**Goal of the exercise**
Could you reproduce, word for word, everything below from the line containing "function strokePath(path, color, width, dash)" down to the line containing "g.setLineDash([]);", with both of those lines included and no others?

**Material shown**
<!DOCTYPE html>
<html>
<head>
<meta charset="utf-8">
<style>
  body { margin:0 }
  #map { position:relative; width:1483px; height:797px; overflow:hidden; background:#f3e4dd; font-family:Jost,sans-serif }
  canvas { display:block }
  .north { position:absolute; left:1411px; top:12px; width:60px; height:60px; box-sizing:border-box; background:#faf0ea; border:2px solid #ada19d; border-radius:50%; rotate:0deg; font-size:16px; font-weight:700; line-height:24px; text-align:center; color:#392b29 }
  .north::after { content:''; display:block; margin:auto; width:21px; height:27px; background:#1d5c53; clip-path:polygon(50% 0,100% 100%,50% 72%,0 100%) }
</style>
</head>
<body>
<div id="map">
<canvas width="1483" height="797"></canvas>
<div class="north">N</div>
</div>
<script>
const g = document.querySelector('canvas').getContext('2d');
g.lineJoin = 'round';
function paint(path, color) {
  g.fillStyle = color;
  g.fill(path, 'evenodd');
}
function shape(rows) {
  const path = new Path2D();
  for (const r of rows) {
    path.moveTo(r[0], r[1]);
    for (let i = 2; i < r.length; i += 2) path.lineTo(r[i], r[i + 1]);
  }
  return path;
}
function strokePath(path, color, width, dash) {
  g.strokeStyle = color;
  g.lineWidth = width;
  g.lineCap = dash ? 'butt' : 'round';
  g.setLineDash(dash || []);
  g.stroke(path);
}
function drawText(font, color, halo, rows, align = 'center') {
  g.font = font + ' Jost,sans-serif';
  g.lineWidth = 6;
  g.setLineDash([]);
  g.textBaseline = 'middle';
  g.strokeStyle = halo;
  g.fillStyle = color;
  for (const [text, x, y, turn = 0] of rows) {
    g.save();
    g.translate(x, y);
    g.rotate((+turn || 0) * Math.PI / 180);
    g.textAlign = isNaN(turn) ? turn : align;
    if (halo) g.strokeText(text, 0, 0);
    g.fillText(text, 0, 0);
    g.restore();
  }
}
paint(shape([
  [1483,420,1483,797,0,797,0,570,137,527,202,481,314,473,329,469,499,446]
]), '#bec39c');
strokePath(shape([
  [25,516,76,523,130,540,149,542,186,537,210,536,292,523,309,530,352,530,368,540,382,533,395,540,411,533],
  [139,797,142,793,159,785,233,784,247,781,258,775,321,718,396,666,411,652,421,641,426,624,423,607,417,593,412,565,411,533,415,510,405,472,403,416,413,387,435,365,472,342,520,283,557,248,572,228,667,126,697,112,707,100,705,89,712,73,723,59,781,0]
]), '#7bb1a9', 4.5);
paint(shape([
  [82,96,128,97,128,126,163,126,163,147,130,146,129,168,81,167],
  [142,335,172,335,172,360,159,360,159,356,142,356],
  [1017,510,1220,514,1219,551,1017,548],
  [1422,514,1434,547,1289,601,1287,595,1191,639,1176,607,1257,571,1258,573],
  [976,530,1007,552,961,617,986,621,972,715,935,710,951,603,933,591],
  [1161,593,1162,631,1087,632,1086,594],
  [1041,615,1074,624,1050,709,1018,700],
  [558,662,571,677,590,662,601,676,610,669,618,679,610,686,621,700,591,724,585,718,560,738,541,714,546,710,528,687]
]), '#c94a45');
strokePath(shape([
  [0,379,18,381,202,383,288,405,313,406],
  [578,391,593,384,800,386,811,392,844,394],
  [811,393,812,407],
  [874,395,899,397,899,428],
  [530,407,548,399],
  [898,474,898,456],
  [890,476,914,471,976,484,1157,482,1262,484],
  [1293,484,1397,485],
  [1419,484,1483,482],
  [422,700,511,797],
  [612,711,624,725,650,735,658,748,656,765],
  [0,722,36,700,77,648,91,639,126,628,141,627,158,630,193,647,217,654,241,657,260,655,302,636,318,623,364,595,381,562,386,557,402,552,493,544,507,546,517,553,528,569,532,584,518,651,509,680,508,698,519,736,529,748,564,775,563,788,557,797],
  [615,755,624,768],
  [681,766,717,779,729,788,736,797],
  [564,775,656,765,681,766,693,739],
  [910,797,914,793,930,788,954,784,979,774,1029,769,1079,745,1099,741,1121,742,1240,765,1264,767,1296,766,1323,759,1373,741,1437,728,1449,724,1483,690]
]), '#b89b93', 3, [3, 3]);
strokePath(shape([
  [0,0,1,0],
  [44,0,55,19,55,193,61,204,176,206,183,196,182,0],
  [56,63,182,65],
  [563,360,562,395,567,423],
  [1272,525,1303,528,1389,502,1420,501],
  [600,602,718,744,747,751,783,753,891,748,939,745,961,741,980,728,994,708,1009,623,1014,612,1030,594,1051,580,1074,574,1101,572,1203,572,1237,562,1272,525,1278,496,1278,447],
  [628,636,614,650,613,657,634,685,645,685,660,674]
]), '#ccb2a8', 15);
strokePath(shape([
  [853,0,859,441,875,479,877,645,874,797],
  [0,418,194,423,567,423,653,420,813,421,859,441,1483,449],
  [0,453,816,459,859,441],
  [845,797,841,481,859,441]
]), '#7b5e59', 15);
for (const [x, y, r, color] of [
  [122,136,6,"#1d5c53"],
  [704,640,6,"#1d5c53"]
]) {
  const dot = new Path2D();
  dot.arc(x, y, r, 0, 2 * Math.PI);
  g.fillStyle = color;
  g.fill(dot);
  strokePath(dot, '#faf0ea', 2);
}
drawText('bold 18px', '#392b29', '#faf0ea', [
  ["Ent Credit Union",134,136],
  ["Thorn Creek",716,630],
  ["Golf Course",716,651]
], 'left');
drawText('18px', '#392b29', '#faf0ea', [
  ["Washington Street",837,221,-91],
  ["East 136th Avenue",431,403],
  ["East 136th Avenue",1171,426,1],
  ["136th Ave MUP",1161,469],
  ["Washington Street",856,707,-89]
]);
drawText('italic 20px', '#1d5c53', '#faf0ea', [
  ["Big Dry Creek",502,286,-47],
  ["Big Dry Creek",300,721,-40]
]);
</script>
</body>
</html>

**Response**
function strokePath(path, color, width, dash) {
  g.strokeStyle = color;
  g.lineWidth = width;
  g.lineCap = dash ? 'butt' : 'round';
  g.setLineDash(dash || []);
  g.stroke(path);
}
function drawText(font, color, halo, rows, align = 'center') {
  g.font = font + ' Jost,sans-serif';
  g.lineWidth = 6;
  g.setLineDash([]);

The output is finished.